This should fix the syntax highlighting (with *syntax on*) and add the INSERT when in insert mode (with *set ruler*).



> When I'm in editing mode and press the cursors, to move around in the text/code, A's, B's, C's and D's show up...



If setting *nocompatible* doesn't help, you're probably using the wrong *TERM* environment variable. For xterm and most other modern terminal emulators, this should is usually set to *xterm-color*.

In tcsh you use: *# setenv TERM xterm-color*
And in sh/bash/zsh/ksh: *# export TERM=xterm-color*


----------



## mariourk (Nov 30, 2011)

The following command did the trick:
[cmd=]cp /usr/local/share/vim/vim71/vimrc_example.vim /usr/local/share/vimrc[/cmd]
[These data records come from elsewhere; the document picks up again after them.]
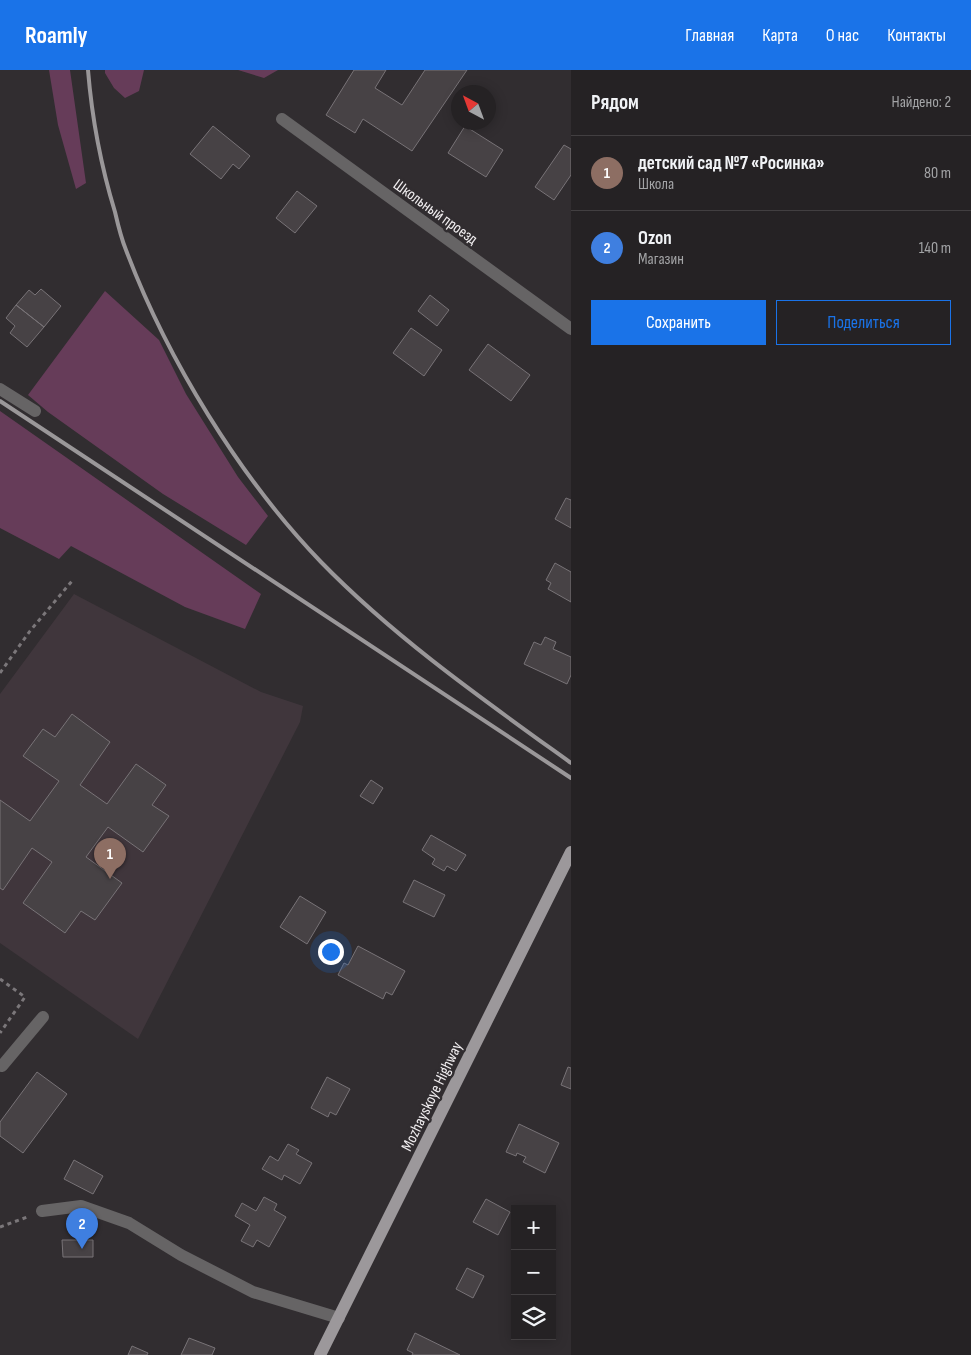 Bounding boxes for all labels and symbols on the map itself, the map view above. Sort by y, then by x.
north arrow [451,85,496,130]
street label: Школьный проезд [389,175,481,249]
pin: 1 [94,838,126,879]
your location [318,939,344,965]
street label: Mozhayskoye Highway [398,1039,467,1154]
pin: 2 [66,1208,98,1249] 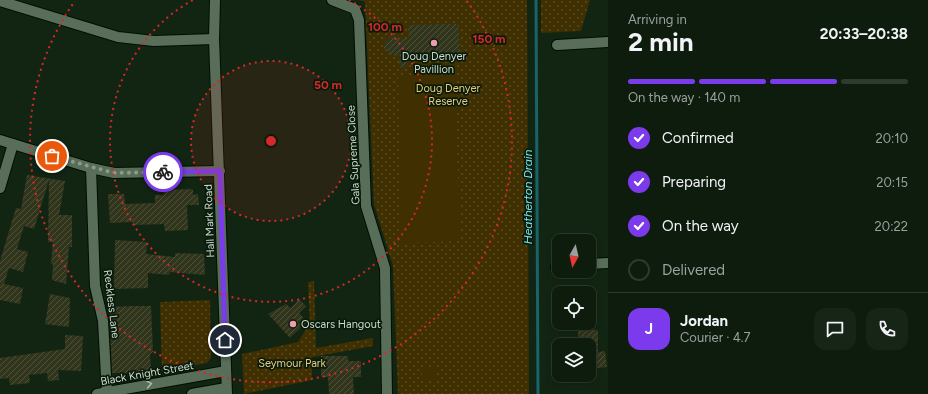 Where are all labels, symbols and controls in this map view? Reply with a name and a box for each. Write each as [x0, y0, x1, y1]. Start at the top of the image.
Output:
text: Arriving in [628, 12, 687, 27]
text: 100 m [368, 20, 402, 34]
text: 20:33–20:38 [820, 25, 908, 43]
text: 2 min [628, 26, 694, 58]
text: 150 m [472, 32, 506, 46]
marker: Doug Denyer Pavillion [429, 38, 439, 48]
place label: Doug Denyer Pavillion [402, 50, 466, 76]
text: 50 m [314, 78, 342, 92]
park label: Doug Denyer Reserve [416, 82, 480, 108]
text: On the way · 140 m [628, 90, 740, 105]
street label: Gala Supreme Close [344, 105, 363, 205]
icon: check [628, 127, 650, 149]
text: Confirmed [662, 129, 734, 147]
text: 20:10 [875, 131, 908, 146]
centre of rings [264, 134, 278, 148]
pin [35, 139, 69, 173]
icon: bag [41, 145, 63, 167]
water label: Heatherton Drain [521, 149, 535, 244]
courier [143, 152, 183, 192]
icon: bike [152, 161, 174, 183]
icon: check [628, 171, 650, 193]
text: Preparing [662, 173, 726, 191]
text: 20:15 [876, 175, 908, 190]
street label: Hall Mark Road [202, 184, 217, 258]
icon: check [628, 215, 650, 237]
text: On the way [662, 217, 739, 235]
text: 20:22 [875, 219, 908, 234]
north arrow [552, 234, 596, 278]
map controls [552, 234, 596, 382]
text: Delivered [662, 261, 725, 279]
street label: Reckless Lane [101, 269, 122, 339]
button: locate [552, 286, 596, 330]
button: chat [814, 308, 856, 350]
button: phone [866, 308, 908, 350]
text: Jordan [680, 312, 728, 330]
place label: Oscars Hangout [301, 318, 381, 331]
marker: Oscars Hangout [288, 319, 298, 329]
text: J [645, 320, 653, 338]
pin [208, 323, 242, 357]
icon: home [214, 329, 236, 351]
text: Courier · 4.7 [680, 330, 751, 345]
button: layers [552, 338, 596, 382]
park label: Seymour Park [258, 357, 326, 370]
street label: Black Knight Street [99, 359, 195, 388]
one-way arrow [146, 381, 152, 389] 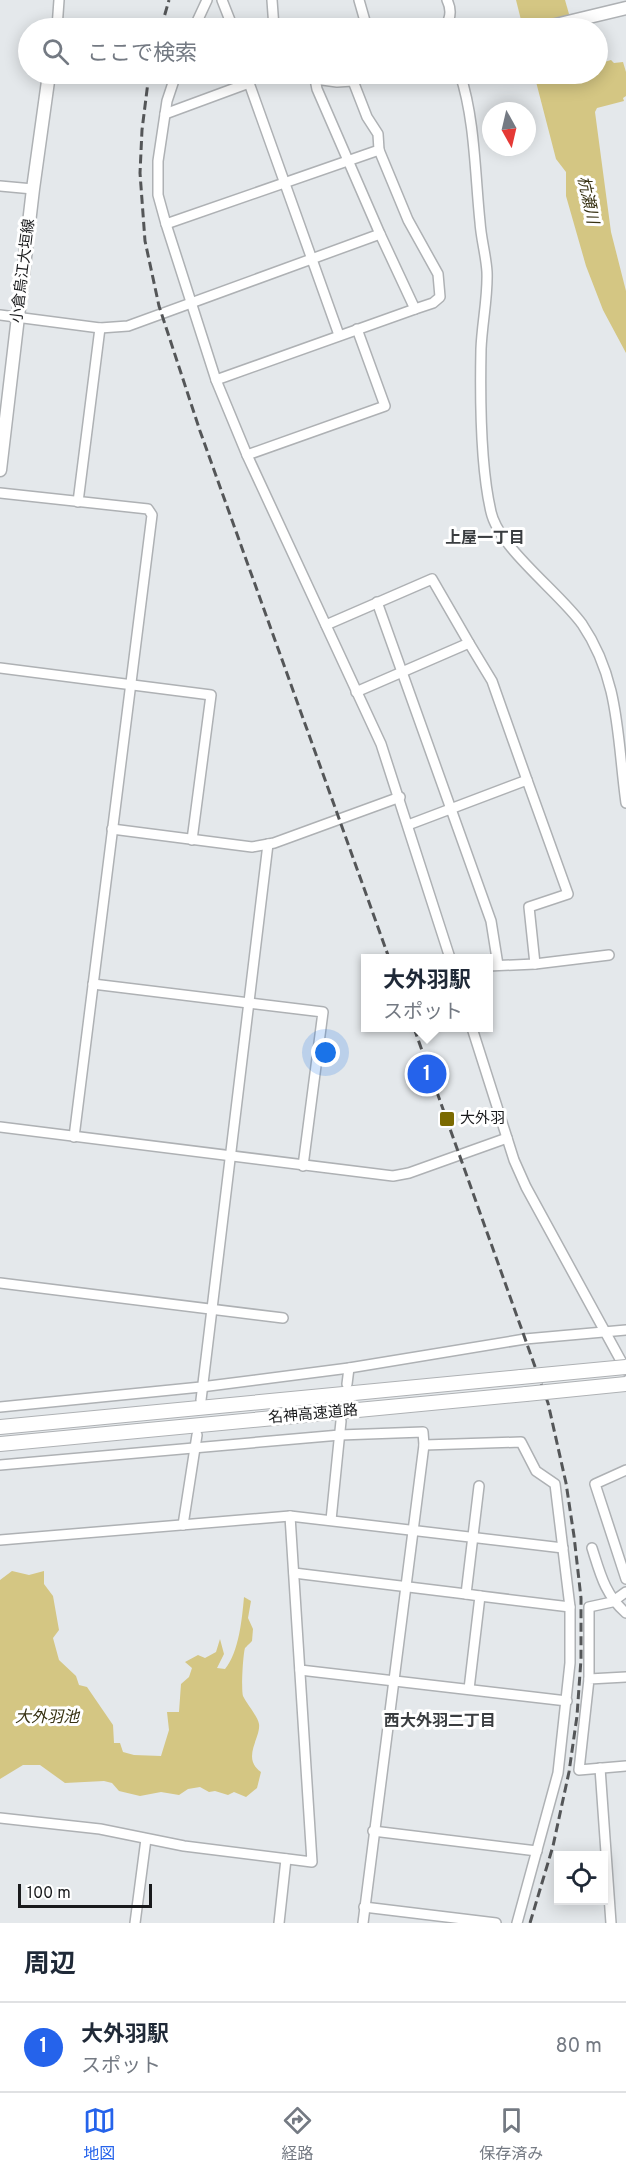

However, I'm used to selecting text with the left mouse-button and pasting it by clicking the mouse-wheel. This doesn't work for some reason. And I find that very annoying. Does someone know how to fix this?


----------



## graudeejs (Nov 30, 2011)

in vim *:help mouse*


----------



## mariourk (Dec 1, 2011)

When I select something with the mouse, vim jumps to _visual mode_. I think that's causing the problem. Is there some way to turn this off?


----------



## graudeejs (Dec 1, 2011)

vim *:help mouse*


----------



## OH (Dec 1, 2011)

mariourk said:
			
		

> When I select something with the mouse, vim jumps to _visual mode_. I think that's causing the problem. Is there some way to turn this off?



:set mouse=r


----------